Celebrity Biographies
Andrey Tarkovsky
Andrei Tarkovsky (Zavrajié, 1932 – Paris, 1986) was an unrepeatable master of Russian cinema, a genius philosopher and aesthete of the Seventh Art.
Son of the poet Arséni Tarkovski, he had a difficult childhood that would leave a deep mark on him. After studying Music and spending three years painting, he studied Arabic at the Institute of Oriental Languages, and also Geology –which would lead him to work in Siberia (1956-1960)– and finally Cinema at the famous VGIK, where he trained at Mikhail Romm’s side. He would debut as a director in 1961, with the medium-length film The Steamroller and the Violin .
His style is linked to the lyrical and patriotic tradition of Soviet cinema, closer to Aleksandr Dovjenko than to Sergei M. Eisenstein. . In this regard, he said about this teacher: “It seems to me that his aesthetics are alien to me and frankly contraindicated.” Humanist and mystic, defender of the individual creation of the artist, in his cinematographic narrative he rejected the traditional dramatic unity. Controversial and somewhat sophisticated as a filmmaker, his ambitious films – structured like chapters in a novel or songs from an epic – required large budgets.

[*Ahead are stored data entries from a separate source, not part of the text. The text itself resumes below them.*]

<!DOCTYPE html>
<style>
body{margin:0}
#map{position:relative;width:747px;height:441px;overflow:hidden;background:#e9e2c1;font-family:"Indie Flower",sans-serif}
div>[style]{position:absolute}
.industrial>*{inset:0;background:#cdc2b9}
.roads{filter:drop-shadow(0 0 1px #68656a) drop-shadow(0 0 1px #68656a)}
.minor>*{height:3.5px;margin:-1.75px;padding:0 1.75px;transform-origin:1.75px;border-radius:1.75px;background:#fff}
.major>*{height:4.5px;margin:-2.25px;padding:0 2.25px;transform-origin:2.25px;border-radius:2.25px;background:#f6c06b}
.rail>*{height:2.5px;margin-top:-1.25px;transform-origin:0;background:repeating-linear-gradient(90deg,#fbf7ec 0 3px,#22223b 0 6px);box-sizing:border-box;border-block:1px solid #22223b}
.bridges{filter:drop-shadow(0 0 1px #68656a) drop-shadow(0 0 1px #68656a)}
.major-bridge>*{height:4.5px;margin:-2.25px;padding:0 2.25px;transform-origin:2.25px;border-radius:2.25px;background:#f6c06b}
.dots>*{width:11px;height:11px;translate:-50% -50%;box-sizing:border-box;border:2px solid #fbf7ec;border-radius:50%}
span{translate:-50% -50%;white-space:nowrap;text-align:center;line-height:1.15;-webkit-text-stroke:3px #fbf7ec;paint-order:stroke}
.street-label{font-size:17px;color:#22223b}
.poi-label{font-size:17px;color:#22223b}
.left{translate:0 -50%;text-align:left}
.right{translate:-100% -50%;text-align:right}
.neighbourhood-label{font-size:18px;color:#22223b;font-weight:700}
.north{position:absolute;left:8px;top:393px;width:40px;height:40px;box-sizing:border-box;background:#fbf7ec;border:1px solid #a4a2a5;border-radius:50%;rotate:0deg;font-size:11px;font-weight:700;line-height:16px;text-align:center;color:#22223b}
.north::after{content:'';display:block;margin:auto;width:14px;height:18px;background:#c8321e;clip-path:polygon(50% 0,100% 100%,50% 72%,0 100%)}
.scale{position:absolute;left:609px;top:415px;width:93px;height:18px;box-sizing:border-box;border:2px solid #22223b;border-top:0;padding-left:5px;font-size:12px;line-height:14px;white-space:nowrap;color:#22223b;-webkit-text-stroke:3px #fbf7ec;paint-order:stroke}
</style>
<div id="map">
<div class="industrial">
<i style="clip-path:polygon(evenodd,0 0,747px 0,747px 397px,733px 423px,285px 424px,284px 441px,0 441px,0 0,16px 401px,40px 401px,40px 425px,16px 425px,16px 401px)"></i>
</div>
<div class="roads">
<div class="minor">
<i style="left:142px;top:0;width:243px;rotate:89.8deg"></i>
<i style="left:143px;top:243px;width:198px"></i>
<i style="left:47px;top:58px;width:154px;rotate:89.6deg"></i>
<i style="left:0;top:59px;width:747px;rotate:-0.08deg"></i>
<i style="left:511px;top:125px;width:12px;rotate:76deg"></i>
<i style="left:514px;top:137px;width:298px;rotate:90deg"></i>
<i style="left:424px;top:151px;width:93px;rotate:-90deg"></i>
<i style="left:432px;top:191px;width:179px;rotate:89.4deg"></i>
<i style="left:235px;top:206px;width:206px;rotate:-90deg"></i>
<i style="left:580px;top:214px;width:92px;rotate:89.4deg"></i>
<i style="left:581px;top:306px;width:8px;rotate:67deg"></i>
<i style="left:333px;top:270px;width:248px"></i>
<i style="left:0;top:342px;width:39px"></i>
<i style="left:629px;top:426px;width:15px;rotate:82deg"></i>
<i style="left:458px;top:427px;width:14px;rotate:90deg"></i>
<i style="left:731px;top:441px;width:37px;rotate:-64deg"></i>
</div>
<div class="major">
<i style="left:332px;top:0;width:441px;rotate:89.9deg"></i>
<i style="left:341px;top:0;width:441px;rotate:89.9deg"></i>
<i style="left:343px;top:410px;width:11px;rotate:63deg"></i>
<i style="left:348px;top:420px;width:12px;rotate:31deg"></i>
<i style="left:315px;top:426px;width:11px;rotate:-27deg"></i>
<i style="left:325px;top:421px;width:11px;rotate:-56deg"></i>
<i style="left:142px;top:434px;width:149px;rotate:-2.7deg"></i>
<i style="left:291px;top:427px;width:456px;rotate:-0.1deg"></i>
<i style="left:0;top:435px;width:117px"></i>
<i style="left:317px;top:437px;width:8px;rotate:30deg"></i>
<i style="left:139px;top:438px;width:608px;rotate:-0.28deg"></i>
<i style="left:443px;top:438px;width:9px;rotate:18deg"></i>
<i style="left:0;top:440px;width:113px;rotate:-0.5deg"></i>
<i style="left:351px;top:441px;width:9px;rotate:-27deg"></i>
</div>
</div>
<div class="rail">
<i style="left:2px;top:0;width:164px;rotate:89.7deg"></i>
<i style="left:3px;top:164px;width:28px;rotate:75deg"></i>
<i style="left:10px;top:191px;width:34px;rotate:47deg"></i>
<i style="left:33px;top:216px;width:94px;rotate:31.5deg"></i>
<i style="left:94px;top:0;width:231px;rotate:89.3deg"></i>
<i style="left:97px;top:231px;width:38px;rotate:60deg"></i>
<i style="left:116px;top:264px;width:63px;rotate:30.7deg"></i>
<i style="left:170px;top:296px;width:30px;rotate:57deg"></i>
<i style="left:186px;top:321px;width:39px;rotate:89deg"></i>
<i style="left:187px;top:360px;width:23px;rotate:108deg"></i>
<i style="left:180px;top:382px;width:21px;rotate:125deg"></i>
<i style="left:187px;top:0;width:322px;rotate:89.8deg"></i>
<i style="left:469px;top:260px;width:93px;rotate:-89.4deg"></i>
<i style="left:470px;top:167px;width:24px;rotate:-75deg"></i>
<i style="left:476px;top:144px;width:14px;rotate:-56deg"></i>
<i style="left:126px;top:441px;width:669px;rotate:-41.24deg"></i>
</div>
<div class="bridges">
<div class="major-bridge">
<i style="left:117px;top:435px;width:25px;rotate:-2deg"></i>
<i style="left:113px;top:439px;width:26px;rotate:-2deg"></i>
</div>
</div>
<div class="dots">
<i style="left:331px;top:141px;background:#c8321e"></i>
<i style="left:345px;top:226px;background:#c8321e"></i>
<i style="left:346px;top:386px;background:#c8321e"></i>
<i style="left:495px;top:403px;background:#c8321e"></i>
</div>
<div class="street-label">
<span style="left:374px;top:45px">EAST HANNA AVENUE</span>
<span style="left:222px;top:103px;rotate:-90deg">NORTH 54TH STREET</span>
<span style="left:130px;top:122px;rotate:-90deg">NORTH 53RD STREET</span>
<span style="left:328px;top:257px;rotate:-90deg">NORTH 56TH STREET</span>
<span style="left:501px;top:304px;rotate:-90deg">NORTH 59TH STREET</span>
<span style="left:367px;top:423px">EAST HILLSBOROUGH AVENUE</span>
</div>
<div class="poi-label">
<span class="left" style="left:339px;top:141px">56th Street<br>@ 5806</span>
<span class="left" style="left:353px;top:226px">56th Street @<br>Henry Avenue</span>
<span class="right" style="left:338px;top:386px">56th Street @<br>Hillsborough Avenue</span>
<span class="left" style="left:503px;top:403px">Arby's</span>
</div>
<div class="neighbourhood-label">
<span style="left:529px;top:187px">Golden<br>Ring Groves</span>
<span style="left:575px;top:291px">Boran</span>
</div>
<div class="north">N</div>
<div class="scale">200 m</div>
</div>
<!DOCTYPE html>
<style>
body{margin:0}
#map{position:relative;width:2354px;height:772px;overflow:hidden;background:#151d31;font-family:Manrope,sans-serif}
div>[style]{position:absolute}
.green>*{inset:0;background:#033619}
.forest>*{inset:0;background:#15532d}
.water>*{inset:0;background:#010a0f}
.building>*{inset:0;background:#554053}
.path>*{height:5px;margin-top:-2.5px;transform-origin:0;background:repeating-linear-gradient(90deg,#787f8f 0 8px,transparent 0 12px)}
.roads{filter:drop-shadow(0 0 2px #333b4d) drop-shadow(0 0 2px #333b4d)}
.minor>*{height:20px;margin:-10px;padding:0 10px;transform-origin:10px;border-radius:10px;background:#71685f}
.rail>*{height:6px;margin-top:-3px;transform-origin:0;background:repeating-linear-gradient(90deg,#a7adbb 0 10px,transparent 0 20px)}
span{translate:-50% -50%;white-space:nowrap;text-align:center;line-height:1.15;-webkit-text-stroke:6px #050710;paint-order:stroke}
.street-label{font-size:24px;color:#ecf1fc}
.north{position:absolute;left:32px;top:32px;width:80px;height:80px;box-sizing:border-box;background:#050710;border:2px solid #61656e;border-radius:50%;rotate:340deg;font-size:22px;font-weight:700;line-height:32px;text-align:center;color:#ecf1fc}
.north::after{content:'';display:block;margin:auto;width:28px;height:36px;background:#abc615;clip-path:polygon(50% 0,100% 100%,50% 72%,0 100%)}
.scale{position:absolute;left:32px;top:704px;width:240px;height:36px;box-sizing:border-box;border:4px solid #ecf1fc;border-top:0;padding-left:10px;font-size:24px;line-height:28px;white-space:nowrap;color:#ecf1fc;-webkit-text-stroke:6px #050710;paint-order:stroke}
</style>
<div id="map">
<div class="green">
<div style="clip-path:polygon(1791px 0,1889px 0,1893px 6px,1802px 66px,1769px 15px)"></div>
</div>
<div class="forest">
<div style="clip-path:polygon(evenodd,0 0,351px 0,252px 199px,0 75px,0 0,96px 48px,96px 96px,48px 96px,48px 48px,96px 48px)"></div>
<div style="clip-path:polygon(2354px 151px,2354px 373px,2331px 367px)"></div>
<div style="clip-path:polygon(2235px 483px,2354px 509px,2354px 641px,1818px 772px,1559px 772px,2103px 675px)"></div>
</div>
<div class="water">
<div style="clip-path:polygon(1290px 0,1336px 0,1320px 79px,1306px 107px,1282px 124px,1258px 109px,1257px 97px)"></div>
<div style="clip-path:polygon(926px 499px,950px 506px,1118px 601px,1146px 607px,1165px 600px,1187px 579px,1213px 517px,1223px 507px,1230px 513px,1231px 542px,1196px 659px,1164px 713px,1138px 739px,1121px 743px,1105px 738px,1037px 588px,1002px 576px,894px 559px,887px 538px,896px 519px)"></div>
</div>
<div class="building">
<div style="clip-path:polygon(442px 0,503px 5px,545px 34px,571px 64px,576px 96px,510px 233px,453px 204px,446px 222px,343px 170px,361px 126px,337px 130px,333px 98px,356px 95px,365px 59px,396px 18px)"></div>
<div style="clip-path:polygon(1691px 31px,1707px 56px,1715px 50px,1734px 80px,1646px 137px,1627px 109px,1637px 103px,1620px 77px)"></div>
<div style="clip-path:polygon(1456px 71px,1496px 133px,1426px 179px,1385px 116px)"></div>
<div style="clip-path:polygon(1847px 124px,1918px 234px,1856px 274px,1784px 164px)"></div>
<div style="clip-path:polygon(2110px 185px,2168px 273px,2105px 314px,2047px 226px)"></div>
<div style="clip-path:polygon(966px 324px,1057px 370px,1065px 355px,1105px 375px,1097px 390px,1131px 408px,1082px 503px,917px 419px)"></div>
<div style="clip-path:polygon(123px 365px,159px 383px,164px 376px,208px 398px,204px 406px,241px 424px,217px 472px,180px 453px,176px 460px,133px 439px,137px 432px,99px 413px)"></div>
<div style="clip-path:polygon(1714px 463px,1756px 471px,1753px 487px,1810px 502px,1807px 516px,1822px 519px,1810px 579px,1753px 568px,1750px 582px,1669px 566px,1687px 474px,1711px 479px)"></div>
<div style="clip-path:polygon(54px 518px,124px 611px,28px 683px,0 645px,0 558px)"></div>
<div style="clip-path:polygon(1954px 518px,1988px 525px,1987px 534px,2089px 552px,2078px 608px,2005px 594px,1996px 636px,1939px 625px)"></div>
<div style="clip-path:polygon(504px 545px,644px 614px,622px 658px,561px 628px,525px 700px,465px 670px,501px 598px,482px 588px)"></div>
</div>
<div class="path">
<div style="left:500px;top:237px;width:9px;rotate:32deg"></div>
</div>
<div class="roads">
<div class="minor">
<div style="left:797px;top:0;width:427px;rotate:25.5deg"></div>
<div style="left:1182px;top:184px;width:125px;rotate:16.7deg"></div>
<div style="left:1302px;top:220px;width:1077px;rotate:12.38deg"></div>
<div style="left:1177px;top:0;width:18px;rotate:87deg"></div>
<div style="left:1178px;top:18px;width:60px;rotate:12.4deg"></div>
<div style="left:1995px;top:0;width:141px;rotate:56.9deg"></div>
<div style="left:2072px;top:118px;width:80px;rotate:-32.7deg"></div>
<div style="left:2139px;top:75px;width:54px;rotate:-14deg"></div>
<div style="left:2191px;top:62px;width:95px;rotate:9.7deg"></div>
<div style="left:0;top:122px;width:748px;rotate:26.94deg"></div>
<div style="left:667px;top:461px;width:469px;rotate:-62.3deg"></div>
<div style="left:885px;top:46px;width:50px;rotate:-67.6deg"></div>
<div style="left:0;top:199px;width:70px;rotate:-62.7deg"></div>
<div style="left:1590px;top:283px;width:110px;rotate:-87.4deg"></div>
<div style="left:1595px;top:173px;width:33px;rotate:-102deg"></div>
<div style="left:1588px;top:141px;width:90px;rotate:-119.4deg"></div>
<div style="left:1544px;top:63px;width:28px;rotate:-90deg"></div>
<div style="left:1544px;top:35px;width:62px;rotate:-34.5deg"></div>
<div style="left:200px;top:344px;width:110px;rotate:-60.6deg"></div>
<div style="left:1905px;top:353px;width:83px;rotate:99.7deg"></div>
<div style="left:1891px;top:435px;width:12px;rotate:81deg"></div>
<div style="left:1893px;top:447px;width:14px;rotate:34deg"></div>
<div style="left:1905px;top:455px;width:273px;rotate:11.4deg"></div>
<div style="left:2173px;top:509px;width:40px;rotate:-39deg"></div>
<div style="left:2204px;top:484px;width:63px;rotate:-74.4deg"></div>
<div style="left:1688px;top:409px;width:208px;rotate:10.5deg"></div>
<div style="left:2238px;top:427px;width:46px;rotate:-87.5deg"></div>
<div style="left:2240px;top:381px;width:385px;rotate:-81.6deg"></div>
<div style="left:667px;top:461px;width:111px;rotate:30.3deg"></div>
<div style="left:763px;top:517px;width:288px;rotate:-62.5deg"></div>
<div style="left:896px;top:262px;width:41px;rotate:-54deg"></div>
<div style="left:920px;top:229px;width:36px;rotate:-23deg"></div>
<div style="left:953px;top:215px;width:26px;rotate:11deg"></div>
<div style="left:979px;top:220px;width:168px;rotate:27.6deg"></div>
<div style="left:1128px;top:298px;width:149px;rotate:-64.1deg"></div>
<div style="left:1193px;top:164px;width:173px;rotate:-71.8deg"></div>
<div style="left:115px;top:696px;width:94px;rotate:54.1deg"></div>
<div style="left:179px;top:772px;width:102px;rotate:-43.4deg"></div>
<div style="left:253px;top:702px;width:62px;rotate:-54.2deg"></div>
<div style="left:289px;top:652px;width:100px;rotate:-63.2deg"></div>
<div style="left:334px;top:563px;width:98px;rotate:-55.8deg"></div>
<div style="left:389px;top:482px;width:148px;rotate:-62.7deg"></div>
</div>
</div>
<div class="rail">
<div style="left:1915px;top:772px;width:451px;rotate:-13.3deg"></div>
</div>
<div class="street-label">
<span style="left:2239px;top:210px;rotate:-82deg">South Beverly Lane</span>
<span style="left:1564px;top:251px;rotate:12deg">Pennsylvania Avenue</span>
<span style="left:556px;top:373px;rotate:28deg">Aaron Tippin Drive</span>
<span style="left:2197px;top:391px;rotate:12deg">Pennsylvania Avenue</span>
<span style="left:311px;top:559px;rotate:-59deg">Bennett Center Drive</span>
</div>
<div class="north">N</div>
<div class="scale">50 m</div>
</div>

He became known to the world with his first feature film, Iván’s childhood , about the life of a partisan and made within the so-called post-Stalinist “Thaw cinema”, obtaining the Golden Lion at the Venice Festival in 1962. Later, His memorable Andrei Rublev (1966) would arrive, which tells the story of a famous fifteenth-century icon painter, and defends the “creative fever” of artistic genius and reflects on the freedom of the artist in the face of various powers. This is a film lesson somewhat related to the films of Ingmar Bergman, which has been described as a poetic-plastic meditation and which was prohibited in the USSR until 1971. Likewise, Tarkovski would make two apparently science-fiction films: Solaris(1972), critical-surrealist parable; and Stalker (1979), about the tragedy of a world without faith or hope, with which he would have serious conflicts with the Soviet system.
Considered the heir of the old Russian culture and the last dissident before Gorbachev’s “perestroika”, in 1979 he would go into exile in Italy and Sweden to continue his unique and admired work, developing his particular style within a difficult metaphysical-existential line. intellection, as can be seen in El espejo (1975), where he offered a self-analysis in the form of a monologue of a patient (who was himself) and, above all, in Nostalgia (1983) -a feeling that also overwhelmed him for his country- and the testamental sacrifice (1986). He had stated: “The film should be for the author and for the spectator a purifying moral act.”
Andrei Tarkovski was dreamy and cerebral, cold and passionate at the same time, deliberately irrational in his aesthetic approaches – “creation does not depend at all on rational analysis”, he said – and somewhat obsessed with the future of Humanity. The most complete study of his cinema is due to the Spanish philosopher Rafael Llano (Andrei Tarkovski. His life and his work. Valencia: Filmoteca de la Generalitat Valenciana, 2003, 2 vols.).
With only seven feature films in 25 years, today it is recognized as one of the great “classics” of contemporary cinema. He stood out for his use of the shot-sequence and the slow narrative to reflect on the image and actively participate in the creation of the work of art. Shortly after dying of cancer at the age of 52, in full capacity as a creator, his work diary and his theories appeared in the form of a book: “Sculpting in time”, where he dialogues with the real problems that were presented to him in his artistic task. The current generations have shown a growing interest in this genius of the screen.